In honor of my younger kids getting baptized, I wanted to make a special dessert, a new concoction I'd never tried before. Seeing Julie and Julia last weekend inspired me to work a little harder, to try something with more butter, requiring more skill, something more impressive.
Then I remembered the amazingly delicious cake my friend, Mary, brought to Bible study one night, a recipe she found on The Pioneer Woman blog, Strawberry Shortcake Cake.
Now before we go a step further you've GOT TO check out the official recipe. The Pioneer Woman gives step by step directions complete with pictures that beautifully document the process. You must, YOU MUST, take a look at her wonderful creation. It is a work of art. Do it. Do it now.
CLICK HERE TO SEE PIONEER WOMAN'S STRAWBERRY SHORTCAKE CAKE!
Do you see how exciting it would be to recreate this masterpiece? I accumulated my supplies and got to it. I followed the directions to the letter, even letting the sour cream sit until it reached room temperature. I wasn't taking any chances. The batter mixed up smooth and creamy and oh so pretty. I put it into the 8-inch cake pan as directed* and stuck it into the oven, dreaming of the oohs and aahs I'd get from our guests.

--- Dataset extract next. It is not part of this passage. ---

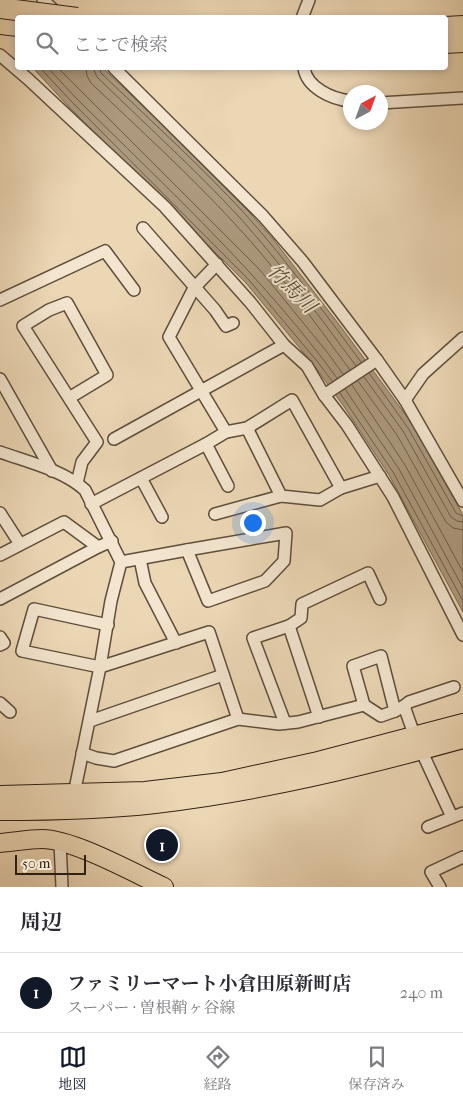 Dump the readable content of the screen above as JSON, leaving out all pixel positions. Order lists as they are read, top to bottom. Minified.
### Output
{"water":["竹馬川"],"scale_bar":"50 m","north":"top right","page":{"search":"ここで検索","pins":"1","scale":"50 m","heading":"周辺","list":[{"mark":"1","name":"ファミリーマート小倉田原新町店","note":"スーパー · 曽根鞘ヶ谷線","value":"240 m"}],"nav":["地図","経路","保存済み"]}}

But soon a funny smell came from my oven. I ignored it at first because, well, it isn't too uncommon for me to have a little something burning off the bottom of my oven, but the smoky smell continued. I opened the oven door to see this.
No worries. I could work with this, right? Isn't that what Julia would do? I stuck a cookie sheet under the overflowing pan to catch the drips and decided to cut off the excess when the cake was done to make a perfectly shaped circle. Only when the cake was done and taken out, it looked like this:
This was more of problem.
"You know what Julia would do," my husband said, through stifled giggles.
He adopted his best Julie Child voice, picked up a piece of cake I trimmed off and said, "If it doesn't turn out exactly right, it's okay, just smush a piece on top right here and no one will ever notice."
Well, there were no pieces big enough to make up for the crater in the top of the cake and it was too late to make another one, so I decided to improvise. My Strawberry Shortcake Cake was going to happen, people! I went ahead and mashed the strawberries per the directions, which is not a neat and tidy task. Notice the pretty dots of juice all over my counter.
I decided the best strategy was to construct the cake much like you would actual strawberry shortcake right before serving. I started with the less dented side to serve my guests, but the cake just wasn't level enough to hold the strawberries and became an oozy mess.
Doesn't it bring tears to your eyes?! By the time I got to my piece it looked more like a strawberry landslide.
But despite its utter ugliness, the dessert itself was very tasty, as evidenced by my goofy husband, who had way too much fun with the whole ordeal.
So I'm sorry Pioneer Woman and Julia Child. My attempt at masterful cooking was an epic fail. At least we got a good laugh out of it.
*I conveniently overlooked the instruction about making sure the pan had at least 2-inch sides. Whoops.